The Tax and Superannuation Laws Amendment (2015 Measures No 6) Bill 2015 received Royal Assent on 29 February 2016, becoming Act No 10 of 2016.
The Bill, amongst other measures, amends the ITAA 1997 to change the CGT treatment of the sale and purchase of businesses involving certain earn out rights – rights to future payments linked to the performance of assets after sale.
The changes will apply from 24 April 2015.
An earn out is an arrangement, usually entered into on the sale of an asset or a business, where part of the sale price is contingent on something that happens after settlement. It may be that a later payment is made contingent on profits, on customers being retained, or other targets being met.
The ATO last published its views on earn outs in 2007 as TR 2007/D10 which created necessary complication and imposed additional costs on parties to an earn out arrangement. Treasury subsequently released its own Discussion Paper in 2010, resulting in significant uncertainty about how they are treated for tax purposes.

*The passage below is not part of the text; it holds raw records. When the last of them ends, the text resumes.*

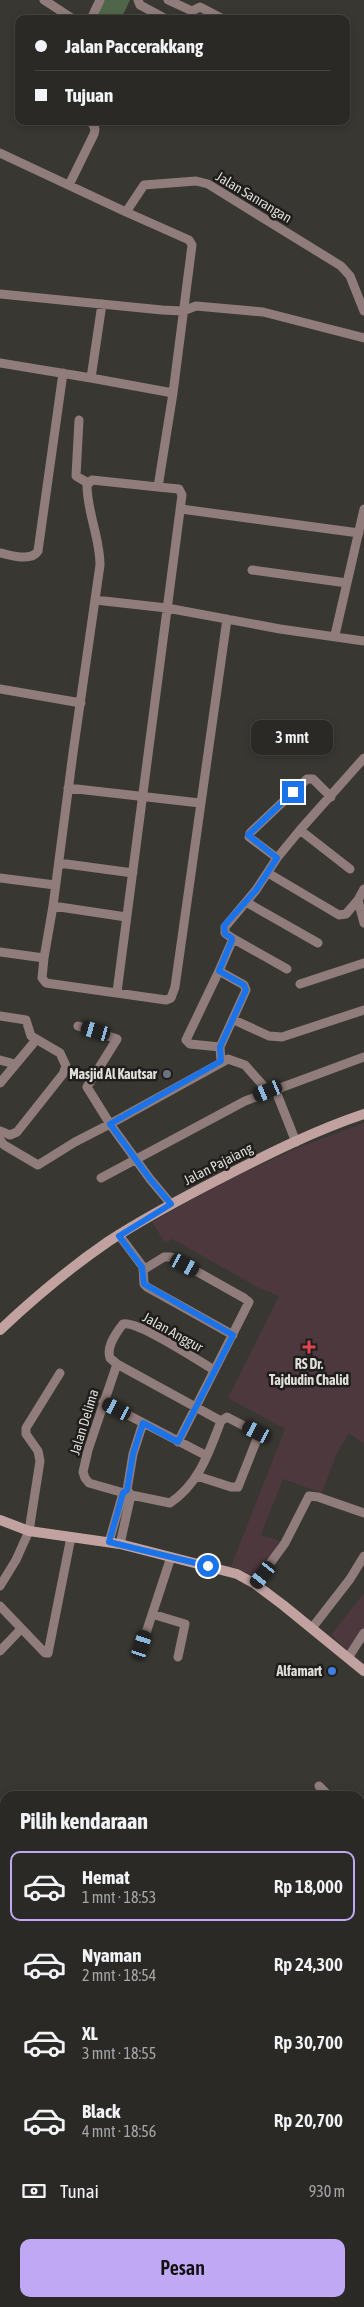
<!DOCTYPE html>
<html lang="id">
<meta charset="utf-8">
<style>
body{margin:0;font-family:"Asap Condensed",sans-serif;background:#363532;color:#f1f3f6;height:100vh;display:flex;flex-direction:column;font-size:19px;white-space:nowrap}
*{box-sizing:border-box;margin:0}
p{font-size:16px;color:#a5a6a7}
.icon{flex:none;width:28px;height:28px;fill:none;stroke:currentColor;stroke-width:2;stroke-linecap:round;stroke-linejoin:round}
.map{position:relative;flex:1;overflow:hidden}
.sheet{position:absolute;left:0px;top:1791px;width:365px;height:516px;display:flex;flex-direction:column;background:#2a2925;border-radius:15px 15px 0 0;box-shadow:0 2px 8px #0003,0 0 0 1px #464542}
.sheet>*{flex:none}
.hud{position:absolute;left:15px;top:15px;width:335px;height:110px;border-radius:10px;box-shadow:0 2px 8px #0003,0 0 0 1px #464542;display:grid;align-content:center;height:110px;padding:0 20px;background:#2a2925}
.end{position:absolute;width:22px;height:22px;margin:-11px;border:6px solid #1a73e8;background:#fff;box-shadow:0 0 0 2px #fff}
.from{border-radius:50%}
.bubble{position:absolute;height:35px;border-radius:10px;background:#2a2925;box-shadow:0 2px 8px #0003,0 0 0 1px #464542;font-size:16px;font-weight:600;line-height:35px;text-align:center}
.car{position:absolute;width:15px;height:30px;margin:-15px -8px;border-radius:6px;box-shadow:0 0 4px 1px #0007;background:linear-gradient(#222 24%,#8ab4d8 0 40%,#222 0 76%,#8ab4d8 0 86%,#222 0)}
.hud b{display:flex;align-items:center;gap:18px;height:48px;font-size:19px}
.hud b+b{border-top:1px solid #464542}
.hud i{width:12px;height:12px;background:#f1f3f6}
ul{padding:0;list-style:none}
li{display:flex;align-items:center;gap:15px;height:70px;margin:0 10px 8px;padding:0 10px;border:2px solid transparent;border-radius:10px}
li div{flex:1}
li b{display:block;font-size:19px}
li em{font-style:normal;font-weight:600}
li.on{border-color:#c0a8f4}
li>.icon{width:45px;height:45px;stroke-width:1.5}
h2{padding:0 20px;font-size:22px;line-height:60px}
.pay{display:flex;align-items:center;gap:12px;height:55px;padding:0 20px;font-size:19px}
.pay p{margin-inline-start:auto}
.button{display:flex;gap:10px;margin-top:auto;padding:10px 20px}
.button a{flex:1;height:58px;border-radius:10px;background:#c0a8f4;color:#111;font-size:20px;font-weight:600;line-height:58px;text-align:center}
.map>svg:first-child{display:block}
.education{fill:#4d383d}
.medical{fill:#4d383e}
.green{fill:#4f664b}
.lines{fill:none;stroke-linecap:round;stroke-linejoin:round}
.stream{stroke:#162743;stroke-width:2.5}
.minor{stroke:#907c7a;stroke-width:9}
.secondary{stroke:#c2a2a0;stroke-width:10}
.route{stroke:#1a73e8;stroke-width:6}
.worship-dot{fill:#6b7280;stroke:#1f1e1c;stroke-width:2}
.health-dot{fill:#e0444e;stroke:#1f1e1c;stroke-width:2}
.shop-dot{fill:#3f7fe0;stroke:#1f1e1c;stroke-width:2}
.labels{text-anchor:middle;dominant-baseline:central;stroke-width:5;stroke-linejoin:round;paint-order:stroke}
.street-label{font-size:14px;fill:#dfdeda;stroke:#1f1e1c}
.poi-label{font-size:14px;font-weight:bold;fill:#dfdeda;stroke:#1f1e1c;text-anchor:end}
</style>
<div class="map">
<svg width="364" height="2307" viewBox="0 0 364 2307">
<rect width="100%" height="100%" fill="#383731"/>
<path class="education" d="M364,1593v49l-10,14 -23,-21z"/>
<path class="medical" d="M364,1123v321l-15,-11 -12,20 -15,40 -39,-14 -22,56 19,6 -23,36 -26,-11 54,-137 -57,-31 51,-102 -20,-8 -87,-49 -7,4 -13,-21 73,-41 77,-35z"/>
<path class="green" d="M103,0h27l-9,19h-28z"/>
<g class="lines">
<path class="stream" d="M0,1990l5,-2
M172,2307v-5"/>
<path class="minor" d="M44,0l29,19
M138,0l2,5 26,14
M168,0l24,11
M91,19l9,-19
M188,19l4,-8 8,-4 23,12
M0,153l126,59 18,-27 52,-4 12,3 133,82 9,10 14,35
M69,185l25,-51 1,-5 -4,-8
M0,294l162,16 21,1 13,-5 67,6 101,26
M0,363l91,15 11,-74
M91,378l82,15 19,-148 -3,-5 -63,-28
M79,420l-3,56 12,7
M181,509l178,24
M0,553c11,2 31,9 38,-2l25,-178
M252,570l95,13
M95,600l72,8 113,21 84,12
M335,635l29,-126
M0,689l81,14
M68,788l132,15
M300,830l50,39
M277,858l-28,-21 1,-4 57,-54h6l18,18
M59,863l74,10
M268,873l71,42 7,-1 12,-14
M0,878l55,7
M364,889l-6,11 6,23
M246,902l72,41
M53,906l73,11
M232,938l55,31
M0,952l44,6 -2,20 4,5 120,17 5,-2 4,-11 52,-368
M44,958l9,-52 20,-153 27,-188c0,-27 -13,-53 -13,-80l5,-5 66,7
M219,971l-33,69 4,4 30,3
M300,984l64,-21
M117,992l65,-497 -3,-6 -21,-2 15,-94
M0,1016l26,4 5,16 29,17 6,13 -3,8 -46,58 -7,3 -10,-4
M234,1020l35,16 13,1 82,-27
M78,1026l39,13 -30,48 23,37 118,-65 17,6 23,26
M0,1060l15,4
M221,1061l-1,-14 26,-57 -2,-5 -25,-14 13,-30v-3l-7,-5v-6l31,-37 21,-32 23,-28 64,-72
M0,1083l36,-43
M275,1089l21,53
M0,1140l4,5 34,20 37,-23 35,-18 40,55 21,25
M101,1178l144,-77 119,-44
M119,1235l24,32 1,17 3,3 86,48
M143,1270l21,-13h7l73,41 5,4 -71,140
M117,1364l-29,86 -5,22 2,6 4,5 42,12 39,8c29,-19 39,-51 51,-82
M103,1402l104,54
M197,1476l34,11h7l21,-53 -32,-17 -6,4 -104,-57 -7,-6c-4,-11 6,-25 13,-34 14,-4 76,37 91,46
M127,1490l6,-36 10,-31
M109,1542l14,-49 4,-3 4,5 -11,49
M255,1584l30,-41 24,-47 9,1 46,16
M0,1586l16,-26 13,-29 11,-70 -2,-10 -12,-17v-6l34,-55
M0,1606l45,47h3l23,-116
M152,1614l33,10 -7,33
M312,1628l38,-49 14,-23
M142,1645l29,-88
M0,1651l21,-22
M348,1658l16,-25
M319,1786l10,10
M360,1826l4,4
M360,1912l4,-4
M0,1914l5,-4
M0,1927l5,7
M0,2076h5
M360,2084l4,-4
M0,2117h5
M360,2138l4,-4
M0,2158h5
M360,2192l4,-4
M0,2198h5
M0,2236l5,1
M360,2257l4,-4
M0,2274l5,1
M88,2302v5
M309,2307l4,-5"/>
<path class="secondary" d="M0,1330c34,-32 71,-63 109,-89 37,-24 77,-45 116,-65 45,-23 91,-46 139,-62
M0,1520l29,11 91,13 117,30 18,10 28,21 81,66"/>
</g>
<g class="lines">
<path class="route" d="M208,1566l-99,-24 14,-49 4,-3 6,-36 10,-31 35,19 55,-107 -89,-51 -2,-17 -23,-31 52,-32 -21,-25 -40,-55 111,-63 -1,-14 26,-57 -2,-5 -25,-14 13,-31v-2l-7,-4 -1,-8 32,-36 21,-32 -29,-23 45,-43"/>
</g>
<circle class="worship-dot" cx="167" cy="1074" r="5"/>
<path class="health-dot" d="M306.5 1339.5h5v5h5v5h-5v5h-5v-5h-5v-5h5z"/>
<circle class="shop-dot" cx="332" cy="1671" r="5"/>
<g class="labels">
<g class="street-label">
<text transform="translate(254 197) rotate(31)">Jalan Sanrangan</text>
<text transform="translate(218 1164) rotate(-27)">Jalan Pajaiang</text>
<text transform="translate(173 1332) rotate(29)">Jalan Anggur</text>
<text transform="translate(84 1422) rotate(-73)">Jalan Delima</text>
</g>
<g class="poi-label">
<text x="157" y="1074">Masjid Al Kautsar</text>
<text x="309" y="1364" text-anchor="middle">RS Dr.<tspan x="309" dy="16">Tajdudin Chalid</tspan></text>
<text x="322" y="1671">Alfamart</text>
</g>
</g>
</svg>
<i class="end from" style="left:208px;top:1566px"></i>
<i class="end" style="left:293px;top:792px"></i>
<div class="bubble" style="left:251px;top:720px;width:82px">3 mnt</div>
<i class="car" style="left:96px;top:1031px;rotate:286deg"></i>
<i class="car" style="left:268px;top:1091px;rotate:247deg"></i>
<i class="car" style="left:185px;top:1265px;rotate:118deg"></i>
<i class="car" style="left:117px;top:1409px;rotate:297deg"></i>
<i class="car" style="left:257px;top:1432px;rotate:297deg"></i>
<i class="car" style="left:263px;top:1575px;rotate:218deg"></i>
<i class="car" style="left:142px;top:1645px;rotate:18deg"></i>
<div class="hud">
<b><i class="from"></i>Jalan Paccerakkang</b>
<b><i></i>Tujuan</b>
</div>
<section class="sheet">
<h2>Pilih kendaraan</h2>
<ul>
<li class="on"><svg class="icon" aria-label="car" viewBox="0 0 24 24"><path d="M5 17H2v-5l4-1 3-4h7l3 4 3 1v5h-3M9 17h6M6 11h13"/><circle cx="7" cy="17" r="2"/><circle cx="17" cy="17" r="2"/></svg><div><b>Hemat</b><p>1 mnt · 18:53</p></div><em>Rp 18,000</em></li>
<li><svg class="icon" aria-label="car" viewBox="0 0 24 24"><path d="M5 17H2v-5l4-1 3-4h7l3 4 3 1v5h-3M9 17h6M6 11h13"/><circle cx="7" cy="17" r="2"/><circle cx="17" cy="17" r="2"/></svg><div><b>Nyaman</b><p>2 mnt · 18:54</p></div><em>Rp 24,300</em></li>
<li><svg class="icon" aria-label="car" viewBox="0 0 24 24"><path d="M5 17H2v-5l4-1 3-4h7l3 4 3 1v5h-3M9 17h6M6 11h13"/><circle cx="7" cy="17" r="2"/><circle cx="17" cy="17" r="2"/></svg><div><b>XL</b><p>3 mnt · 18:55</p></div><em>Rp 30,700</em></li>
<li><svg class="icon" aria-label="car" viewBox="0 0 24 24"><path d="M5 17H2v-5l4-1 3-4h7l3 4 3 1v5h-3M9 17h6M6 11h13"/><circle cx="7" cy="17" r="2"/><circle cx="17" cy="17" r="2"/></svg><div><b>Black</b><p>4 mnt · 18:56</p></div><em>Rp 20,700</em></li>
</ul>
<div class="pay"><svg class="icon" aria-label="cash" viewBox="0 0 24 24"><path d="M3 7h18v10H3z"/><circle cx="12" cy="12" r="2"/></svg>Tunai<p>930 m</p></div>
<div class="button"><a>Pesan</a></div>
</section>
</div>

The new law is broadly in line with what Treasury proposed in 2010, and under the new law a ‘look-through earn out right’:
- will not need to be valued at the time of selling the underlying asset;
- will not result in tax being payable until an amount is received under an earn out arrangement;
- will result in that tax being payable by amending the assessment for the year of sale to include the amount received under the earn out as part of the original sale proceeds; and
- will not result in any interest being charged by the ATO so long as an amendment is requested within a specified time period.
The fact that the amount received under the earn out will be included as capital proceeds for the original sale will mean that any concessions available on the original gain will effectively be available on the amount received under the earn out arrangement – so if the original asset sale resulted in the gain being disregarded because the asset was pre-CGT, or the general discount or the small business concessions being accessed, then the same treatment will apply to the amount received under the earn out.
For a purchaser any amounts paid under an earn out will simply be included in cost base.
The new rules also accommodate ‘reverse’ earn out arrangements where any amount repaid by a seller reduces the capital proceeds received and is treated as a recoupment of the purchaser’s cost base.
The most difficult part of the new rules will be whether the eligibility conditions that need to be met for an earn out to be a ‘look-through earn out right’ are satisfied. The two main conditions are that an earn out cannot last for more than 5 years, and the asset being disposed of must be an ‘active asset’.
The new law also tweaks some aspects of the small business CGT concessions so that they work better with the new treatment of earn outs.
The new Law now provides ‘clarity’ on what was the uncertain and debatable treatment of earn outs previously, and provide a welcome simplification to the way earn outs might be taxed.